Русинов подался назад спиной, хмуря густые черные брови.
— Только вот что, парень, не злись на товарищей, на нашу власть. Скажи спасибо, что так обошлось. И плюнь на то письмишко. Что за радость была бы у тебя, если бы мать так обеспечила тебя? Свинство это неразумное, поверь мне!.. Здесь, в городе, Микульский не даст соврать, одного уже обеспечили теща с тестем, подарили автомобиль. А потом корить да попрекать начали, в семейную жизнь вмешиваться. Ну молодой еще безобразнее повел себя, выпивохой стал, как шальной гонял на легковой. Собиралась автоинспекция отнять у него права, да он выкручивался. А однажды под хмельком летели по городу, и на перекрестке врезались в инвалидскую коляску. Убили ветерана войны, его жену и внука. Да и сами стали калеками — второй год лежат. Это радость?.. Вот это и есть «обеспечить по гроб жизни». Лучше бы они работали.
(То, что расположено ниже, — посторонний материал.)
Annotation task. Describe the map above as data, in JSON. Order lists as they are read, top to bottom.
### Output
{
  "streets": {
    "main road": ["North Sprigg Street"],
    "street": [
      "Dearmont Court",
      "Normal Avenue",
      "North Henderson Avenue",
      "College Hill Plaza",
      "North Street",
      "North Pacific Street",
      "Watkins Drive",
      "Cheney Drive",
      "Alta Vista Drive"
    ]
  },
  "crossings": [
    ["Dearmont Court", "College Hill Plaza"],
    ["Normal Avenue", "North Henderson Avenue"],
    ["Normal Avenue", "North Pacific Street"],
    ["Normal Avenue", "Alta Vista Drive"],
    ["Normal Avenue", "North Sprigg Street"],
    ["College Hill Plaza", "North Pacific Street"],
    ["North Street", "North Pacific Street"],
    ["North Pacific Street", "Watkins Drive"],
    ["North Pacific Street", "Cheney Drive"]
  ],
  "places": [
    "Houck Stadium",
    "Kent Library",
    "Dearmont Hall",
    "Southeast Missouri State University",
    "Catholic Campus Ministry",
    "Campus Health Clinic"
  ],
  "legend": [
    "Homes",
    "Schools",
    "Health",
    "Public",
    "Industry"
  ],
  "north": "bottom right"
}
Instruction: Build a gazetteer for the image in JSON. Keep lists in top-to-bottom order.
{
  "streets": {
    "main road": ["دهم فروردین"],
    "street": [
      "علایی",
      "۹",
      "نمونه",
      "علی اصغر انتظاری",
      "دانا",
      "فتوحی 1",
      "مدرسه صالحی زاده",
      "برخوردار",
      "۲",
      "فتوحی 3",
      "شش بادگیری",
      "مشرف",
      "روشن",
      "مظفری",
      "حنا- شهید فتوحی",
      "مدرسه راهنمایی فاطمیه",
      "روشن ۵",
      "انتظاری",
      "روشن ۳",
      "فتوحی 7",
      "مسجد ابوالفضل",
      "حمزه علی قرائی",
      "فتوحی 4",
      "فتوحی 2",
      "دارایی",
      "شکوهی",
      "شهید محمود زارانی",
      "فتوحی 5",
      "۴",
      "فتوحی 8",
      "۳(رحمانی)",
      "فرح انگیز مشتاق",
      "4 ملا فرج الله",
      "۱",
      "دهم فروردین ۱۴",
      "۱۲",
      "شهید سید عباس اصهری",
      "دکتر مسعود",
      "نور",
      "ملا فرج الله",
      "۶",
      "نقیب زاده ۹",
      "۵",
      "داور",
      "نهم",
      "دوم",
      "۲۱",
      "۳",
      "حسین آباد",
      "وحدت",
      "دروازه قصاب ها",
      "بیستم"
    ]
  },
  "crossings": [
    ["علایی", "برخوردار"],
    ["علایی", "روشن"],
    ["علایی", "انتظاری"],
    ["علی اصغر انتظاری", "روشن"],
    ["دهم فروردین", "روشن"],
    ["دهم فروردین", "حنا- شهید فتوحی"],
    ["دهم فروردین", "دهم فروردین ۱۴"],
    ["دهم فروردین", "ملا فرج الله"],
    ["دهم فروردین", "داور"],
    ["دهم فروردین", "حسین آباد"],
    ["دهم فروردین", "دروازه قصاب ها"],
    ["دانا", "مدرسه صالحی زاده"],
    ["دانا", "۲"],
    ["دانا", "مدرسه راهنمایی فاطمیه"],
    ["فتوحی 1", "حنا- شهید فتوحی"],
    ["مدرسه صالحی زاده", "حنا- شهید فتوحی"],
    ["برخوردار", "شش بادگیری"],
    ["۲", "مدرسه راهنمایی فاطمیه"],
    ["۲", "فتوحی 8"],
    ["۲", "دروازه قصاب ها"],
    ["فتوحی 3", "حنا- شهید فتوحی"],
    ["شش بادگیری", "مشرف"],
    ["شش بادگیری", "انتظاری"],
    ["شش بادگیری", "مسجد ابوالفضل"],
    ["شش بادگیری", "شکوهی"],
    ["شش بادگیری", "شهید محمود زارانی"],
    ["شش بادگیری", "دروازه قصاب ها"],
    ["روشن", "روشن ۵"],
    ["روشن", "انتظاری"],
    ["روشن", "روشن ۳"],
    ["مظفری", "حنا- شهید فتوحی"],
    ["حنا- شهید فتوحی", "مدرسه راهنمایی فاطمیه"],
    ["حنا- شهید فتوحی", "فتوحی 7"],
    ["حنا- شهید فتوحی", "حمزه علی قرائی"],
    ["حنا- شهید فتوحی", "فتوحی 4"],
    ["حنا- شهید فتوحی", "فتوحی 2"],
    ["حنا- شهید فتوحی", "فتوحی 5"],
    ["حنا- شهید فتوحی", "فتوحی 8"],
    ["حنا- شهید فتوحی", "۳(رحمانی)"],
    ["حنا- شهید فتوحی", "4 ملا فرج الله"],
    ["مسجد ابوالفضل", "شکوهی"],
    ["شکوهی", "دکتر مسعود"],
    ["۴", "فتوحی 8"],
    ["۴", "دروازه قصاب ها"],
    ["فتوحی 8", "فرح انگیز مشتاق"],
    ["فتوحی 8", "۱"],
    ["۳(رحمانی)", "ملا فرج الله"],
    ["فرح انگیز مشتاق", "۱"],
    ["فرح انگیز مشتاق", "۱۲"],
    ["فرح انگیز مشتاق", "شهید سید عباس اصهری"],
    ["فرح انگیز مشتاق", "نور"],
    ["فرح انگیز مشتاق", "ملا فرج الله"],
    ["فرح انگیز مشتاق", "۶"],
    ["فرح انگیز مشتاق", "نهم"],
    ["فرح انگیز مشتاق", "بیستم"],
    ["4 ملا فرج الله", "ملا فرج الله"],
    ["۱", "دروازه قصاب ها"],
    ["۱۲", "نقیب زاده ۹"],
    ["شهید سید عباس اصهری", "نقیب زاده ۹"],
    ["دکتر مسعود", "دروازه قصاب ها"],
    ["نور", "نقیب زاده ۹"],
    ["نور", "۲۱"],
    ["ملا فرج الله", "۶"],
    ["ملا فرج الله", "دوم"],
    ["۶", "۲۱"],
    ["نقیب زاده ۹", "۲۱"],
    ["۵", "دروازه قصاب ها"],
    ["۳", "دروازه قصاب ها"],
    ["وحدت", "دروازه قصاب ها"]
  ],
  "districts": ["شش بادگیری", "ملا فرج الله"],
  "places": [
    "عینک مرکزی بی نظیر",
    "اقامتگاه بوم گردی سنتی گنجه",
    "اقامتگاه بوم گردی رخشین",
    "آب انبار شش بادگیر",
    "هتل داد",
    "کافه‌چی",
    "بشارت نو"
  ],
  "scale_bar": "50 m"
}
Парень смотрел на офицера с вредной недоверчивой ухмылкой.
— Что же тогда, ничего не иметь, что ли? Без штанов ходить и вкалывать до посинения?
Прилипчивые глаза смотрели обозленно, а чернявое лицо как бы еще больше потемнело. Казалось, и внутри у Виноходова черно, и мысли такие же. Да он и послал уже лейтенанта с его проповедью в некую нецензурную даль.
— Почему не иметь?.. Можно иметь все, что веселит человека, но чтобы оно было в меру сил и достоинства, а не до свинского обжорства. Предположим, начал ты работать, и с первой получки купил матери платок или кофту — это радость. А если при этом сшил несколько пар обуви, убрал хлеб или построил дом — тогда принес радость многим. Тебе заплатят за это, и ты будешь дорожить деньгами, как уважением к тебе, распорядишься ими с умом да с толком.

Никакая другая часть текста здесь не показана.